The task: Please output the line that contains "Please mark all" and all later lines of the material, exactly, through the end.

Dataset extract:
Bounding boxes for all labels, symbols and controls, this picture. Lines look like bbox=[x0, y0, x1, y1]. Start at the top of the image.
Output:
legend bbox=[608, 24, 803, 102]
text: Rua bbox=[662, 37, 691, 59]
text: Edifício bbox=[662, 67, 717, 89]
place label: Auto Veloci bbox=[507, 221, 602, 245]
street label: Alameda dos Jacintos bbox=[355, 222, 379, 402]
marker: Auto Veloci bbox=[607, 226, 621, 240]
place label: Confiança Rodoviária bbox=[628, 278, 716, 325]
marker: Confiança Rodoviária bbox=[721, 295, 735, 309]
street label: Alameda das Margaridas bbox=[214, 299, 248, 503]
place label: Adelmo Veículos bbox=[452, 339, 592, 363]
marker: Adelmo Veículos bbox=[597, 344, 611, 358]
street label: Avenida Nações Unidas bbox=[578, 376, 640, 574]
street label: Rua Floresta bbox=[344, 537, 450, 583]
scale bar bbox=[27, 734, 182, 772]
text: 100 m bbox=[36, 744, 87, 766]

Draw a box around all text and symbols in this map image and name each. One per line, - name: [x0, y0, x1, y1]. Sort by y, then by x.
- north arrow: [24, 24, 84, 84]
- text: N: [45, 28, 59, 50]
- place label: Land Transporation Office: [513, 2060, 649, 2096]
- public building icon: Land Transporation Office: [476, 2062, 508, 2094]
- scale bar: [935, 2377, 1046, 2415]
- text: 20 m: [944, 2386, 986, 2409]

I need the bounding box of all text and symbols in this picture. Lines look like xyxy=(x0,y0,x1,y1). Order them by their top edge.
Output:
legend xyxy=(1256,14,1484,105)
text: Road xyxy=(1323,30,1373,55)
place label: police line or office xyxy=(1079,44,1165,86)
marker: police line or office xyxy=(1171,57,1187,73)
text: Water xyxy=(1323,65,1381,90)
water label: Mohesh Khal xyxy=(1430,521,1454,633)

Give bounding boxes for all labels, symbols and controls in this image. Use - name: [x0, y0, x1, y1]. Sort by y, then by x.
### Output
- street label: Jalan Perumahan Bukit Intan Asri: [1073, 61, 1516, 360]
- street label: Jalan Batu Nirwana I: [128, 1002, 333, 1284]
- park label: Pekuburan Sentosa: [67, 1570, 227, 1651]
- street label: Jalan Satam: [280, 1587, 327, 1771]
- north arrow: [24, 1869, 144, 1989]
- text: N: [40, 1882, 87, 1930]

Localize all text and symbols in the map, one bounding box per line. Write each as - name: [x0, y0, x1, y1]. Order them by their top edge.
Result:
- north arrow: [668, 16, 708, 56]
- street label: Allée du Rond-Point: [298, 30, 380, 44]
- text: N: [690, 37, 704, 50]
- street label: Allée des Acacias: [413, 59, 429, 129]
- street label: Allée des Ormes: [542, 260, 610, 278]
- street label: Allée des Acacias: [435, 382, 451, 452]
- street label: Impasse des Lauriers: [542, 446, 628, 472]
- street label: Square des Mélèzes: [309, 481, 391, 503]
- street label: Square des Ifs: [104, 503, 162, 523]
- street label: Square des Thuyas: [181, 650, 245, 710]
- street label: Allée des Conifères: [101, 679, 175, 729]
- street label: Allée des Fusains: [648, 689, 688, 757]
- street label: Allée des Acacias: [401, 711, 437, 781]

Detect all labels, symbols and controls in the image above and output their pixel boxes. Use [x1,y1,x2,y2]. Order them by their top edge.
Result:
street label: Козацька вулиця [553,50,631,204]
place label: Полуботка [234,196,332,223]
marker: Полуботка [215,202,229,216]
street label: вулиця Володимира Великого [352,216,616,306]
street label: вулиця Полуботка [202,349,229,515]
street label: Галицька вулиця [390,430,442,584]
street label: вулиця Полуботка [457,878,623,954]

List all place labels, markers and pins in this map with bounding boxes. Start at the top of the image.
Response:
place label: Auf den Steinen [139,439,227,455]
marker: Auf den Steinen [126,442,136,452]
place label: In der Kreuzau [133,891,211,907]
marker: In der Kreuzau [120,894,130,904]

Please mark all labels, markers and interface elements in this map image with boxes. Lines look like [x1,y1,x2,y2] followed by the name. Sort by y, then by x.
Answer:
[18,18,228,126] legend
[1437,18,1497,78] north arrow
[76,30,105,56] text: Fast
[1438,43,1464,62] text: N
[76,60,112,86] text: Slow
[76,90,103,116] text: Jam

Response to the task:
Please mark all labels, markers and interface elements in this map image with boxes. Lines look like [x1,y1,x2,y2] followed by the name. Sort by y, then by x.
Answer:
[18,18,228,126] legend
[1437,18,1497,78] north arrow
[76,30,105,56] text: Fast
[1438,43,1464,62] text: N
[76,60,112,86] text: Slow
[76,90,103,116] text: Jam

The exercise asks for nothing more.